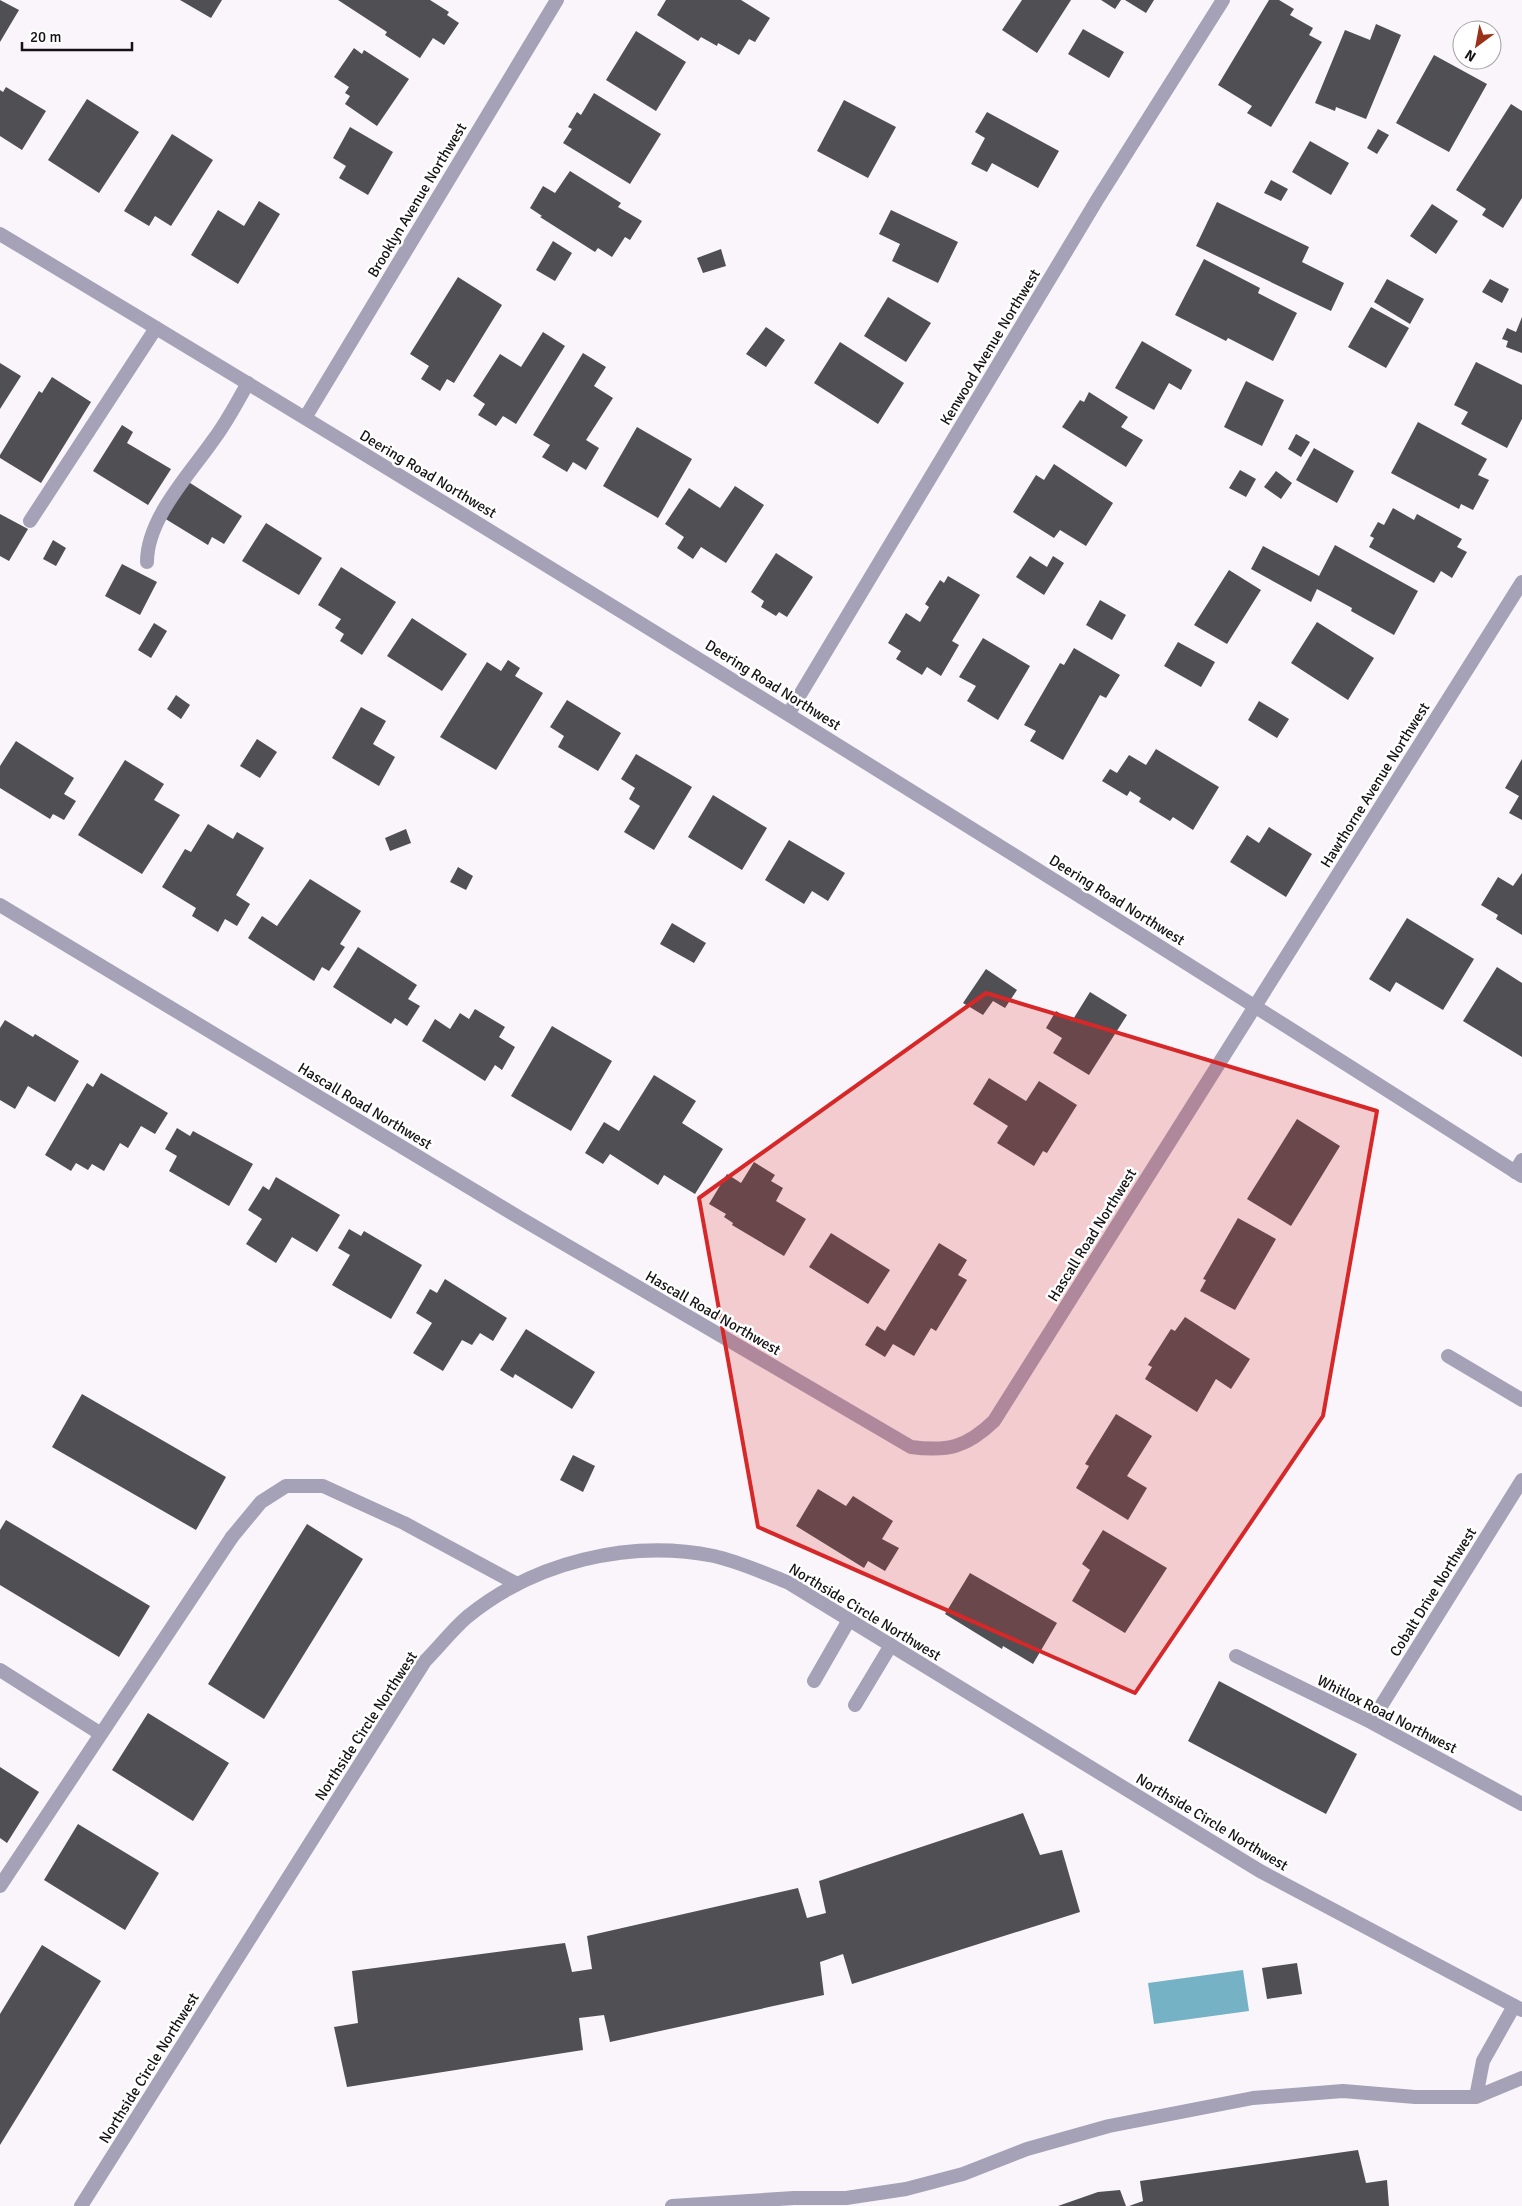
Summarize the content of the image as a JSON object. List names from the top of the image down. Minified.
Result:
{"streets":{"street":["Brooklyn Avenue Northwest","Kenwood Avenue Northwest","Deering Road Northwest","Hawthorne Avenue Northwest","Hascall Road Northwest","Cobalt Drive Northwest","Northside Circle Northwest","Whitlox Road Northwest"]},"crossings":[["Brooklyn Avenue Northwest","Deering Road Northwest"],["Kenwood Avenue Northwest","Deering Road Northwest"],["Deering Road Northwest","Hawthorne Avenue Northwest"],["Deering Road Northwest","Hascall Road Northwest"],["Hawthorne Avenue Northwest","Hascall Road Northwest"],["Cobalt Drive Northwest","Whitlox Road Northwest"]],"scale_bar":"20 m","north":"bottom left"}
^^^^^^^^
What the task asks:
Print the material above verbatim, no images.

Answer to the exercise:
Summarize the content of the image as a JSON object. List names from the top of the image down. Minified.
Result:
{"streets":{"street":["Brooklyn Avenue Northwest","Kenwood Avenue Northwest","Deering Road Northwest","Hawthorne Avenue Northwest","Hascall Road Northwest","Cobalt Drive Northwest","Northside Circle Northwest","Whitlox Road Northwest"]},"crossings":[["Brooklyn Avenue Northwest","Deering Road Northwest"],["Kenwood Avenue Northwest","Deering Road Northwest"],["Deering Road Northwest","Hawthorne Avenue Northwest"],["Deering Road Northwest","Hascall Road Northwest"],["Hawthorne Avenue Northwest","Hascall Road Northwest"],["Cobalt Drive Northwest","Whitlox Road Northwest"]],"scale_bar":"20 m","north":"bottom left"}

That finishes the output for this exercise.